About this task> All records below must be retyped exactly.

═════ The data

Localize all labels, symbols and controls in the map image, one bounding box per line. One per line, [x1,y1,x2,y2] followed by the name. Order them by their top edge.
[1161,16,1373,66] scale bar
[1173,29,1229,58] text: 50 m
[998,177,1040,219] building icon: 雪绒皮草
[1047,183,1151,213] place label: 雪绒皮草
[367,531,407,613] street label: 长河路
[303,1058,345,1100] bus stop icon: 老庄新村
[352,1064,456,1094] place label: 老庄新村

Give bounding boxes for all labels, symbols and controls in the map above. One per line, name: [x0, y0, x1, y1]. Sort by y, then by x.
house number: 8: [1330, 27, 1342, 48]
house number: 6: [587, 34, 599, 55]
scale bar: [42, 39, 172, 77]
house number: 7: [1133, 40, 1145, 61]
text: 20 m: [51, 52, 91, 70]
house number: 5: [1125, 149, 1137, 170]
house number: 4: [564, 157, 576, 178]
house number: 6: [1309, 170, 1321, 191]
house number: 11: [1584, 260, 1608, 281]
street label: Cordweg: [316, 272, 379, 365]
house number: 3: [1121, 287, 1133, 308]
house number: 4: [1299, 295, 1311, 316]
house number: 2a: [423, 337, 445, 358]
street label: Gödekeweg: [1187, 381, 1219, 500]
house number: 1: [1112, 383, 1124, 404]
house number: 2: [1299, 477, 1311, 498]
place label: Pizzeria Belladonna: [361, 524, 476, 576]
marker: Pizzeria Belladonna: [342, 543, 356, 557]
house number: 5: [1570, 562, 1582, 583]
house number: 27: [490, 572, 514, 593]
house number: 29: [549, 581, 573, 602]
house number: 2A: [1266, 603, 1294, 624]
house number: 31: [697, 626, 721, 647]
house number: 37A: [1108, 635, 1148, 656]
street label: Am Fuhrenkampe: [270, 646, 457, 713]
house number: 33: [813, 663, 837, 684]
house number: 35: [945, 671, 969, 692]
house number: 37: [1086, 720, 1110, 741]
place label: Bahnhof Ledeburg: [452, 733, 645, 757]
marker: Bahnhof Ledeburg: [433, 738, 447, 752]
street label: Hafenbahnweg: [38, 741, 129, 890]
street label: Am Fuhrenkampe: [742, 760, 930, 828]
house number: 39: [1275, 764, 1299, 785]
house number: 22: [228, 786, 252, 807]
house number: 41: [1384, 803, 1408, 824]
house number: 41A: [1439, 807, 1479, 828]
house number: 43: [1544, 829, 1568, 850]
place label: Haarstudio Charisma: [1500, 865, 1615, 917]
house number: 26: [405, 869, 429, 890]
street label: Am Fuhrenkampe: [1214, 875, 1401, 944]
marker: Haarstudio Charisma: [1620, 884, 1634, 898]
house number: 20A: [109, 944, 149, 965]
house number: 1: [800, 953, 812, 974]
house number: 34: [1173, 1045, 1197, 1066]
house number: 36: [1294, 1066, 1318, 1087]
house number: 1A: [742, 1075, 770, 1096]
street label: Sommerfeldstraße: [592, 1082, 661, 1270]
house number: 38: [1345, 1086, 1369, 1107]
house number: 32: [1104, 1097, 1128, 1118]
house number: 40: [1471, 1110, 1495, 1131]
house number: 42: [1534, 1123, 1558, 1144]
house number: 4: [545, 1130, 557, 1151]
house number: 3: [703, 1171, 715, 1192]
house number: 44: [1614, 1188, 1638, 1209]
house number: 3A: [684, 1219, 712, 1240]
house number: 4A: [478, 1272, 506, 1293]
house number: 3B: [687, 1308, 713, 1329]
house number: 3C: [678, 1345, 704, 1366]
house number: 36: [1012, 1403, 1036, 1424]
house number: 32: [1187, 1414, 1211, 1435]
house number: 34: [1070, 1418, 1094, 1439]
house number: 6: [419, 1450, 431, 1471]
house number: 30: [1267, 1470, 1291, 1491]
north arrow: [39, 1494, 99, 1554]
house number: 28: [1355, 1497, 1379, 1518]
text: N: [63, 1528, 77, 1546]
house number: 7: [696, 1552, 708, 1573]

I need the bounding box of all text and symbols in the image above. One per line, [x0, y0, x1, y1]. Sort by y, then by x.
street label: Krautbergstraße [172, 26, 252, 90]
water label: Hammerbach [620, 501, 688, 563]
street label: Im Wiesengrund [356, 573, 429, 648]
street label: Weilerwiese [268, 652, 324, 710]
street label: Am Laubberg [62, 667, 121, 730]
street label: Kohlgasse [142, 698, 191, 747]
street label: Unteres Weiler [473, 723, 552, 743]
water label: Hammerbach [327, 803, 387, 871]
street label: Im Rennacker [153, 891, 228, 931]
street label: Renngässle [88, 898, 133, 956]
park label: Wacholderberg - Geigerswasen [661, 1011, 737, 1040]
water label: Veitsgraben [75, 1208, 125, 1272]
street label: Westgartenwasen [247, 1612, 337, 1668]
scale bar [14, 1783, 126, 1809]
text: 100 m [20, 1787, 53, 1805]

══════════

Answer below>
Localize all labels, symbols and controls in the map image, one bounding box per line. One per line, [x1,y1,x2,y2] followed by the name. Order them by their top edge.
[1161,16,1373,66] scale bar
[1173,29,1229,58] text: 50 m
[998,177,1040,219] building icon: 雪绒皮草
[1047,183,1151,213] place label: 雪绒皮草
[367,531,407,613] street label: 长河路
[303,1058,345,1100] bus stop icon: 老庄新村
[352,1064,456,1094] place label: 老庄新村

Give bounding boxes for all labels, symbols and controls in the map above. One per line, name: [x0, y0, x1, y1]. Sort by y, then by x.
house number: 8: [1330, 27, 1342, 48]
house number: 6: [587, 34, 599, 55]
scale bar: [42, 39, 172, 77]
house number: 7: [1133, 40, 1145, 61]
text: 20 m: [51, 52, 91, 70]
house number: 5: [1125, 149, 1137, 170]
house number: 4: [564, 157, 576, 178]
house number: 6: [1309, 170, 1321, 191]
house number: 11: [1584, 260, 1608, 281]
street label: Cordweg: [316, 272, 379, 365]
house number: 3: [1121, 287, 1133, 308]
house number: 4: [1299, 295, 1311, 316]
house number: 2a: [423, 337, 445, 358]
street label: Gödekeweg: [1187, 381, 1219, 500]
house number: 1: [1112, 383, 1124, 404]
house number: 2: [1299, 477, 1311, 498]
place label: Pizzeria Belladonna: [361, 524, 476, 576]
marker: Pizzeria Belladonna: [342, 543, 356, 557]
house number: 5: [1570, 562, 1582, 583]
house number: 27: [490, 572, 514, 593]
house number: 29: [549, 581, 573, 602]
house number: 2A: [1266, 603, 1294, 624]
house number: 31: [697, 626, 721, 647]
house number: 37A: [1108, 635, 1148, 656]
street label: Am Fuhrenkampe: [270, 646, 457, 713]
house number: 33: [813, 663, 837, 684]
house number: 35: [945, 671, 969, 692]
house number: 37: [1086, 720, 1110, 741]
place label: Bahnhof Ledeburg: [452, 733, 645, 757]
marker: Bahnhof Ledeburg: [433, 738, 447, 752]
street label: Hafenbahnweg: [38, 741, 129, 890]
street label: Am Fuhrenkampe: [742, 760, 930, 828]
house number: 39: [1275, 764, 1299, 785]
house number: 22: [228, 786, 252, 807]
house number: 41: [1384, 803, 1408, 824]
house number: 41A: [1439, 807, 1479, 828]
house number: 43: [1544, 829, 1568, 850]
place label: Haarstudio Charisma: [1500, 865, 1615, 917]
house number: 26: [405, 869, 429, 890]
street label: Am Fuhrenkampe: [1214, 875, 1401, 944]
marker: Haarstudio Charisma: [1620, 884, 1634, 898]
house number: 20A: [109, 944, 149, 965]
house number: 1: [800, 953, 812, 974]
house number: 34: [1173, 1045, 1197, 1066]
house number: 36: [1294, 1066, 1318, 1087]
house number: 1A: [742, 1075, 770, 1096]
street label: Sommerfeldstraße: [592, 1082, 661, 1270]
house number: 38: [1345, 1086, 1369, 1107]
house number: 32: [1104, 1097, 1128, 1118]
house number: 40: [1471, 1110, 1495, 1131]
house number: 42: [1534, 1123, 1558, 1144]
house number: 4: [545, 1130, 557, 1151]
house number: 3: [703, 1171, 715, 1192]
house number: 44: [1614, 1188, 1638, 1209]
house number: 3A: [684, 1219, 712, 1240]
house number: 4A: [478, 1272, 506, 1293]
house number: 3B: [687, 1308, 713, 1329]
house number: 3C: [678, 1345, 704, 1366]
house number: 36: [1012, 1403, 1036, 1424]
house number: 32: [1187, 1414, 1211, 1435]
house number: 34: [1070, 1418, 1094, 1439]
house number: 6: [419, 1450, 431, 1471]
house number: 30: [1267, 1470, 1291, 1491]
north arrow: [39, 1494, 99, 1554]
house number: 28: [1355, 1497, 1379, 1518]
text: N: [63, 1528, 77, 1546]
house number: 7: [696, 1552, 708, 1573]

I need the bounding box of all text and symbols in the image above. One per line, [x0, y0, x1, y1]. Sort by y, then by x.
street label: Krautbergstraße [172, 26, 252, 90]
water label: Hammerbach [620, 501, 688, 563]
street label: Im Wiesengrund [356, 573, 429, 648]
street label: Weilerwiese [268, 652, 324, 710]
street label: Am Laubberg [62, 667, 121, 730]
street label: Kohlgasse [142, 698, 191, 747]
street label: Unteres Weiler [473, 723, 552, 743]
water label: Hammerbach [327, 803, 387, 871]
street label: Im Rennacker [153, 891, 228, 931]
street label: Renngässle [88, 898, 133, 956]
park label: Wacholderberg - Geigerswasen [661, 1011, 737, 1040]
water label: Veitsgraben [75, 1208, 125, 1272]
street label: Westgartenwasen [247, 1612, 337, 1668]
scale bar [14, 1783, 126, 1809]
text: 100 m [20, 1787, 53, 1805]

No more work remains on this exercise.